The National Guard near the Capitol by Joe Flood licensed under Creative Commons.

By most accounts, DC and federal authorities responded with the gravity needed to stop further pre-inauguration violence, following the effort to overthrow our national democratic institutions on Jan. 6. Authorities closed down access to public space; to amenities; to Metro bus and rail stations; and to public right of way, and flooded the town with security personnel.

DC residents got the message: stay away from parts of our city for now, both to protect ourselves and to help defuse further violence.

But what version of Washington, DC will be freely accessible next week; next month; next year? The problem of political violence will not go away that quickly. What can be done before it gets to the point of guns and zip ties outside our seats of government to stop it?

A time and a place

There’s no question that the priority of the moment is rightly placed on protecting our democratic institutions and preventing further violence and trauma. DC residents, businesses and other interests have made room for the priorities of public safety that housing our seat of national government entails for over 200 years. Our Mayor is one of the most visible executives showing leadership during this trying time.

But in the longer term, waiting until violence has occurred displaces attention from the broader societal changes needed to defuse it sustainably.

The fundamental problem we must address is not “extremist violence”; it’s “violent extremism.” In other words, at the point when violence occurs and can be stopped by armed enforcement, it’s a symptom of unchecked extremist tendencies in society that, if quelled at one moment, can just as easily erupt at another place and time. It would be good in the coming months to see authorities working just as hard to slow this extremist tide in the long term as they are to stop it in the hour that people’s lives are in danger.

Experts say that addressing such violence requires more deep and detailed approaches that start at the beginning, not the end, of the causal pathway. Both homegrown and international extremist tendencies are deeply-held, complex social phenomena that, like the Hydra, are rarely stymied by one or a few defeats. The UN calls for policy responses that recognize social, economic, educational and environmental determinants, along with political rhetoric.

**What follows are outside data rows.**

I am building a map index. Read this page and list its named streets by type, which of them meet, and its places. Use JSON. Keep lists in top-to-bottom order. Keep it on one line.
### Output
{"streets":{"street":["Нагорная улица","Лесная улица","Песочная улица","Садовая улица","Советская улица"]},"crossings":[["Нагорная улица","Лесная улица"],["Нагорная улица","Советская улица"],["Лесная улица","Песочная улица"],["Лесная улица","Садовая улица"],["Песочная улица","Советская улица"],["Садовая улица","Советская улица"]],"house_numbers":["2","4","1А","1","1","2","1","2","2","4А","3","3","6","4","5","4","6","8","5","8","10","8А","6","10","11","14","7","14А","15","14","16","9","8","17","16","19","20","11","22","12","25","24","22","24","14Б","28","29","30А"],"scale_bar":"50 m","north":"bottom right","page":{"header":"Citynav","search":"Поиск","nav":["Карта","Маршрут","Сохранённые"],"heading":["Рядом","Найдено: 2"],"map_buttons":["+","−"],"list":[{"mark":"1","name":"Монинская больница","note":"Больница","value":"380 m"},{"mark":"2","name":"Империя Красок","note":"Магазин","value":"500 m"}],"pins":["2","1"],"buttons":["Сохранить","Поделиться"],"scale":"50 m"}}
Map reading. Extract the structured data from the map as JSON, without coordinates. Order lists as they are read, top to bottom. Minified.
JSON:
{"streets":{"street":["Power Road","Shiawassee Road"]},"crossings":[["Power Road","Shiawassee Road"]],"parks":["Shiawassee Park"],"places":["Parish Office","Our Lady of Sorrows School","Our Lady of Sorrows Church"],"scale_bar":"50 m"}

How violent extremism impacts access to public space and equity

A focus on removing access to public space and services may work for stemming violence in the short term. (Or not; the Capitol was already a space without free public access when it was overrun.) But the longer the restrictions are kept up, the harder these spaces might be to recover, and the heavier burden they place on the marginalized.

For example, if it’s suddenly not legal to be in public spaces where it used to be legal, then law enforcement officers’ discretion could make the difference between a gentle warning to transgressors and asking to see ID; if the person doesn’t have ID (such as a person experiencing homelessness), that can lead to further negative interactions and trauma.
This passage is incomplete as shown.